_Problem to work on_
In the records below, find the line containing "Quick job: Extract" and the line containing "I am building a map index. Read the"; please repeat exactly the lines from one to the other, both included, and nothing more.
╭─ Supplied records
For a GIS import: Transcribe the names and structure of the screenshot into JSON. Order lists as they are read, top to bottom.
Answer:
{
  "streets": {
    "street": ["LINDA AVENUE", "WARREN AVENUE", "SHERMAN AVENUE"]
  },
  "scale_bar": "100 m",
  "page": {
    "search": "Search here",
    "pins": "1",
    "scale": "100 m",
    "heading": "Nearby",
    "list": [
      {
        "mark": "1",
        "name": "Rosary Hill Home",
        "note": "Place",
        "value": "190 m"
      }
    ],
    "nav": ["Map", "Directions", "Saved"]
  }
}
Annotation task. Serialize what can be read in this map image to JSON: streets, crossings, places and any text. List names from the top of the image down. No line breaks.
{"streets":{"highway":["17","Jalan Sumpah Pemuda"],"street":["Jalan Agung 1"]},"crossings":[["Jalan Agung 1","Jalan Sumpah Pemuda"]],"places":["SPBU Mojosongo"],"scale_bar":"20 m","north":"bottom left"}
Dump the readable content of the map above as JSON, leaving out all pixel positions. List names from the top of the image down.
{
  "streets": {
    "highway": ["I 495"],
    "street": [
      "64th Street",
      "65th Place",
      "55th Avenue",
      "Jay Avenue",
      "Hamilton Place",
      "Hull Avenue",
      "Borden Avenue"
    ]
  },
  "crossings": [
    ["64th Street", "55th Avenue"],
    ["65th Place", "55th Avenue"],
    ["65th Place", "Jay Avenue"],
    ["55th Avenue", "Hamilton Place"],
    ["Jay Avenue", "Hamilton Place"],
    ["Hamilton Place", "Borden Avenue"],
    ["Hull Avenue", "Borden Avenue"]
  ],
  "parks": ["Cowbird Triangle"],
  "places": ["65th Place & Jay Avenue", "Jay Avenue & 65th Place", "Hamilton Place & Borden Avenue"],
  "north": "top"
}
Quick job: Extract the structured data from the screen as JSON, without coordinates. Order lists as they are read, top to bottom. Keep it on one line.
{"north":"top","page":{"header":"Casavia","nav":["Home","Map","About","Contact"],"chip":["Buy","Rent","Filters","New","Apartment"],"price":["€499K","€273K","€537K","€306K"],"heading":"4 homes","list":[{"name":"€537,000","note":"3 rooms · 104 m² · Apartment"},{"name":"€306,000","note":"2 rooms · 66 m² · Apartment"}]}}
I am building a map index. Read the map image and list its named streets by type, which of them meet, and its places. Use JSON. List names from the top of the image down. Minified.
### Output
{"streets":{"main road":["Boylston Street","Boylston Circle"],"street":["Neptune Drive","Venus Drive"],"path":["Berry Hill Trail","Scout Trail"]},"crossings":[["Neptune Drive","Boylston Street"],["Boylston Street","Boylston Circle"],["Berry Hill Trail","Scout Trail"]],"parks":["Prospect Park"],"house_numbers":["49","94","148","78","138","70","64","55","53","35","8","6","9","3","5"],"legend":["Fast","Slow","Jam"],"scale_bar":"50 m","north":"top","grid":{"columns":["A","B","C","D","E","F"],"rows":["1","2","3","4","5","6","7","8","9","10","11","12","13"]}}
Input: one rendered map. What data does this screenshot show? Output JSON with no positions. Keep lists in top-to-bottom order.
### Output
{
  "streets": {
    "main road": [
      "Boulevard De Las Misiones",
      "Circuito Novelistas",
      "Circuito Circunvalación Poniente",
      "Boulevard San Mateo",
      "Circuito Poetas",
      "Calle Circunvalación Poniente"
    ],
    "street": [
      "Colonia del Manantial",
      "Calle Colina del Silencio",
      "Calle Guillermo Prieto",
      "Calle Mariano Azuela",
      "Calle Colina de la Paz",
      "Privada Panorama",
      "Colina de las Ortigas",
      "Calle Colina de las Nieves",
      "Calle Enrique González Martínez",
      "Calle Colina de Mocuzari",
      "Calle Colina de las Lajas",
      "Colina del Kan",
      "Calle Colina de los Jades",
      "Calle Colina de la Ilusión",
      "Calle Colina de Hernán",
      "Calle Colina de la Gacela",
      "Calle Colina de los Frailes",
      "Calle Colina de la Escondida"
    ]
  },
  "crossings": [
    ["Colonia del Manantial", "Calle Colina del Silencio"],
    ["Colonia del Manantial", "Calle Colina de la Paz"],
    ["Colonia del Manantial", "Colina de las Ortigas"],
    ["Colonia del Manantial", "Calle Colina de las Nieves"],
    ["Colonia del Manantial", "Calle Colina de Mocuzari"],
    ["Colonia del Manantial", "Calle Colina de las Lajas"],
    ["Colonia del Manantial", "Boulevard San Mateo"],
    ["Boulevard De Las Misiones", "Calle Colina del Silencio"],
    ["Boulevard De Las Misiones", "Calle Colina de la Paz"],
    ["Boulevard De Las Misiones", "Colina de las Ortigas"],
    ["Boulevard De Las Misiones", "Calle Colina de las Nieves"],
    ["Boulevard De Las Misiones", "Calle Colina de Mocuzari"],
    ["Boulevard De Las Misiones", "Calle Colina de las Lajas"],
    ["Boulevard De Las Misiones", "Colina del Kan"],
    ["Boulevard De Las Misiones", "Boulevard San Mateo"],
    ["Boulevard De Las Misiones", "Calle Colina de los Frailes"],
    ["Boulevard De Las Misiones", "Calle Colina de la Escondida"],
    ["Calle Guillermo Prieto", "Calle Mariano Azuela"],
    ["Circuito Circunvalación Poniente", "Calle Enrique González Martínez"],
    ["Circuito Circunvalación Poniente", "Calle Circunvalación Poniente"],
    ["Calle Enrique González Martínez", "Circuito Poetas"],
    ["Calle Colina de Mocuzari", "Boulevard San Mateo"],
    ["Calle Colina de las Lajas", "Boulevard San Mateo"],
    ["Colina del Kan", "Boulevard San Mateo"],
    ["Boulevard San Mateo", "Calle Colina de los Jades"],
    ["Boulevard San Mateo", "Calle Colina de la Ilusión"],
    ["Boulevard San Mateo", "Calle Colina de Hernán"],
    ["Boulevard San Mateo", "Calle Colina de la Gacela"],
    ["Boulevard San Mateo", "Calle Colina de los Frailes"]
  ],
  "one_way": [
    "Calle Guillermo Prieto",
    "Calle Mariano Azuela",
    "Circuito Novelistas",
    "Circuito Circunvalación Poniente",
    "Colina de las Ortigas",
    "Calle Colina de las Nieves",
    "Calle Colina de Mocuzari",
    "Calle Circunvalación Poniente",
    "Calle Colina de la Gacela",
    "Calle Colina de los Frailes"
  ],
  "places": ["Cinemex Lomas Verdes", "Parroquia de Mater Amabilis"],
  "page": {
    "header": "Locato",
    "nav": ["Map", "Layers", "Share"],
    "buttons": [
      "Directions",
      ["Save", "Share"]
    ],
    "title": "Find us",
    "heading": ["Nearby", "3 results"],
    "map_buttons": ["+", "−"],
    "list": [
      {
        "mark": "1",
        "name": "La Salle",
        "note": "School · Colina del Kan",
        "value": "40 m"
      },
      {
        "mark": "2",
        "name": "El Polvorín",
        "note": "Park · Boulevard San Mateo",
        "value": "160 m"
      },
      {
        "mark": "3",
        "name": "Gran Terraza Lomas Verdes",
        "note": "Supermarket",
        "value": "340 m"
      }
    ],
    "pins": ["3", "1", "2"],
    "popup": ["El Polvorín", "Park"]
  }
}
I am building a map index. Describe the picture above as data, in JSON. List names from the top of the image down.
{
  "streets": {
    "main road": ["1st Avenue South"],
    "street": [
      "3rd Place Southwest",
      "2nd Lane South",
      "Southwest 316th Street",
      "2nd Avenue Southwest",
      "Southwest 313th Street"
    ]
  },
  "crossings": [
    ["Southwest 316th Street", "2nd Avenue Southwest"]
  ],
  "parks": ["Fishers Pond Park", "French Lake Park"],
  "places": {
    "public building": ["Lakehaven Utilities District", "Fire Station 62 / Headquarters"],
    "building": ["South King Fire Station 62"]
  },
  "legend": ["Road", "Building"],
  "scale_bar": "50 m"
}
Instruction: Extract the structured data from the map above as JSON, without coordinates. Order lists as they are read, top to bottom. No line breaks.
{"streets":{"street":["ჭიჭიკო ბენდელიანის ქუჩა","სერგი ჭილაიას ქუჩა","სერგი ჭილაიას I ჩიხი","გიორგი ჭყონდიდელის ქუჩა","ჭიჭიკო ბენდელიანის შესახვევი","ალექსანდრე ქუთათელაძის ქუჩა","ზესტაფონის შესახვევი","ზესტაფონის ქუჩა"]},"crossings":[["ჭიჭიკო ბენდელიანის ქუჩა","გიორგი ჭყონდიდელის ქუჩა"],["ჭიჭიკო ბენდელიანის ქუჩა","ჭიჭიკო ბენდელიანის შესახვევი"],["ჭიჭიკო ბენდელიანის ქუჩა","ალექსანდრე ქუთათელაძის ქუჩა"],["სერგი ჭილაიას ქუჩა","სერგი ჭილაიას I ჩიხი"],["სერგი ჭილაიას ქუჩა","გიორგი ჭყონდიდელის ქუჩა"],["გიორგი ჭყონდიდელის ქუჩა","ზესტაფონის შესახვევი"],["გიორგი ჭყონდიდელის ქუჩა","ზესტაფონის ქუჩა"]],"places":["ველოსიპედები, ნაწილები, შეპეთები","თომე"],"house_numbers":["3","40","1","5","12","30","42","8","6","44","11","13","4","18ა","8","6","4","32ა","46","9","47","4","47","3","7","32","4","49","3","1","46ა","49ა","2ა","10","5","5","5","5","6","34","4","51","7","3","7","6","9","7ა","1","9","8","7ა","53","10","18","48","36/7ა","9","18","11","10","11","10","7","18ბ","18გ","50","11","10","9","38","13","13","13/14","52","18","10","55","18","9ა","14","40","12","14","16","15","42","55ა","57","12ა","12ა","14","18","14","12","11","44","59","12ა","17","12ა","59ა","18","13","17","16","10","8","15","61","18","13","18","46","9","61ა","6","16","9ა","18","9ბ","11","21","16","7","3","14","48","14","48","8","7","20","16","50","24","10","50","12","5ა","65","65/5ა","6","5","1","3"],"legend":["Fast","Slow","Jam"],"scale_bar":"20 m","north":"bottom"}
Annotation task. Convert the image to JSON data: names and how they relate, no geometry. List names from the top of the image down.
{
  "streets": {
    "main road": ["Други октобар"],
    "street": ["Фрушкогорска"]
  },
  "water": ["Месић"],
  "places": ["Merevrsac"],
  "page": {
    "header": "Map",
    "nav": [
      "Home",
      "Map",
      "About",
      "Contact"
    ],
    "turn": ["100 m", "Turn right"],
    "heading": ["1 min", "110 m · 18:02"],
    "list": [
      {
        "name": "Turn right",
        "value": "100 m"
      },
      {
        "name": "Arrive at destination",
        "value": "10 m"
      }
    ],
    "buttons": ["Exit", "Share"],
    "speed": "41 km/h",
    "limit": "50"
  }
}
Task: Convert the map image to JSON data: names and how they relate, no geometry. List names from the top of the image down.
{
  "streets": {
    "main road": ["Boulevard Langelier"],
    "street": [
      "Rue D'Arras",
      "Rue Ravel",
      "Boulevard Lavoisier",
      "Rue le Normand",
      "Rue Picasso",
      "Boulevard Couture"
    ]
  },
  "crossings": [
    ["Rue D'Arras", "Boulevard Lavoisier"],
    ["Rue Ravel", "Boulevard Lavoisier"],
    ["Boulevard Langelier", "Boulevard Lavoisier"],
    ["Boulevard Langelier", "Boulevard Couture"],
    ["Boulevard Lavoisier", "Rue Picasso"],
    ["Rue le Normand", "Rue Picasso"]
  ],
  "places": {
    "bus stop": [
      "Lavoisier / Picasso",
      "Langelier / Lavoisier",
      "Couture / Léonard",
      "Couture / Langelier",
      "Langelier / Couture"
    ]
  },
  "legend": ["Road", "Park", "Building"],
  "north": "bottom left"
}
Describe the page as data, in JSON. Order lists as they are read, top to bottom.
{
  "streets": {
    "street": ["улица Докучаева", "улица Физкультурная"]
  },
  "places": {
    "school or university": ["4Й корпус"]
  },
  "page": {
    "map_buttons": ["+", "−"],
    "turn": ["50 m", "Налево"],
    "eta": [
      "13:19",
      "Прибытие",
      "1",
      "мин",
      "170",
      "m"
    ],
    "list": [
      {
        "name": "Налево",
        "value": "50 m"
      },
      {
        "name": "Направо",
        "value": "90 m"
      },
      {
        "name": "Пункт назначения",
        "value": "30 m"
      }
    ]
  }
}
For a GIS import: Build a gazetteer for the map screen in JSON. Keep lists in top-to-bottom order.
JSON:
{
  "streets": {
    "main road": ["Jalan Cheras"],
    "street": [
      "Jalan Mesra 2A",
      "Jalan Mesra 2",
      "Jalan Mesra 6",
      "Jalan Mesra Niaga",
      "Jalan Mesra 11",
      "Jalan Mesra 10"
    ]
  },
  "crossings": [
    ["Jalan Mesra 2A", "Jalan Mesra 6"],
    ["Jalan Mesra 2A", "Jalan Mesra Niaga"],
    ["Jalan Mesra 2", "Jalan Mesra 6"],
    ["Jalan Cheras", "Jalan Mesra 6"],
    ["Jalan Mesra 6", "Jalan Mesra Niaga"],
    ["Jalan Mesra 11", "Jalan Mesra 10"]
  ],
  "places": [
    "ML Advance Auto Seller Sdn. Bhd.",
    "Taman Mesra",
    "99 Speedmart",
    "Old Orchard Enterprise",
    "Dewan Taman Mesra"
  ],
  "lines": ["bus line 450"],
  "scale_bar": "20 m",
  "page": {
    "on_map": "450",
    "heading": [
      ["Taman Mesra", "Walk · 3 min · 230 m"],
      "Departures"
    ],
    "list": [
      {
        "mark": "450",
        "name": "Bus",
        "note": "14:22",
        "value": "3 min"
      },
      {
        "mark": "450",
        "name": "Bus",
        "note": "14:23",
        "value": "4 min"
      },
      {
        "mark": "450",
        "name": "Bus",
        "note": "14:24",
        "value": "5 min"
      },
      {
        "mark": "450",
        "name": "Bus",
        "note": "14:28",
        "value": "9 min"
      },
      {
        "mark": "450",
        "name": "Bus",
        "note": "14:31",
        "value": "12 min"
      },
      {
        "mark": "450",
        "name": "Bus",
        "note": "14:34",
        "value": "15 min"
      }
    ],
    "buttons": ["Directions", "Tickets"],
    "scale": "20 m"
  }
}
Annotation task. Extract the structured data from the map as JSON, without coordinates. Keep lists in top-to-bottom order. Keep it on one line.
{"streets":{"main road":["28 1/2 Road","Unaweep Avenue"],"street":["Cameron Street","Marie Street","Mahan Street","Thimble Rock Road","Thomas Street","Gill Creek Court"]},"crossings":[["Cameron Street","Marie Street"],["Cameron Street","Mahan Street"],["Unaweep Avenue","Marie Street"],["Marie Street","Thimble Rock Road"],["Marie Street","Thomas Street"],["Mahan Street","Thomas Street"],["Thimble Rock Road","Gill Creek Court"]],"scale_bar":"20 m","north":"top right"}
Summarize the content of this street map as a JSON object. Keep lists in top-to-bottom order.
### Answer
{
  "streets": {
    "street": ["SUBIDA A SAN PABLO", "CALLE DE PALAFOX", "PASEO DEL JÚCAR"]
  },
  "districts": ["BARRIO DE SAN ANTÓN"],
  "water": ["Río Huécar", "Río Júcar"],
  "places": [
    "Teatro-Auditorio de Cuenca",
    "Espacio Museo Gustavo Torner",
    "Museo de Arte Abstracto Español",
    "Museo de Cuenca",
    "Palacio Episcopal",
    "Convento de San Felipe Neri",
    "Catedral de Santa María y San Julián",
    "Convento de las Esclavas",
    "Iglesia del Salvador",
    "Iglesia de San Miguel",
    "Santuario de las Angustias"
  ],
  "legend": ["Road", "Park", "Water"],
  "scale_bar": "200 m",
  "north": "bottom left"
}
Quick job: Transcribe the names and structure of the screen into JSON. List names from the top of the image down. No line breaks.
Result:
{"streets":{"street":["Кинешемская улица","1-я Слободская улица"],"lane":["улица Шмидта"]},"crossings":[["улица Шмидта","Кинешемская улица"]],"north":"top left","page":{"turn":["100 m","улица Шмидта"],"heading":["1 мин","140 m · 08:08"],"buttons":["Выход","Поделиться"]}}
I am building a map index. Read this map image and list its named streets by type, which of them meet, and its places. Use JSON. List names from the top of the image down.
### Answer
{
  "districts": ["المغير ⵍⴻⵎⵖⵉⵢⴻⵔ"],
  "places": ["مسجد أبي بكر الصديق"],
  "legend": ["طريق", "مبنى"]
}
╰─
_Your solution_
Quick job: Extract the structured data from the screen as JSON, without coordinates. Order lists as they are read, top to bottom. Keep it on one line.
{"north":"top","page":{"header":"Casavia","nav":["Home","Map","About","Contact"],"chip":["Buy","Rent","Filters","New","Apartment"],"price":["€499K","€273K","€537K","€306K"],"heading":"4 homes","list":[{"name":"€537,000","note":"3 rooms · 104 m² · Apartment"},{"name":"€306,000","note":"2 rooms · 66 m² · Apartment"}]}}
I am building a map index. Read the map image and list its named streets by type, which of them meet, and its places. Use JSON. List names from the top of the image down. Minified.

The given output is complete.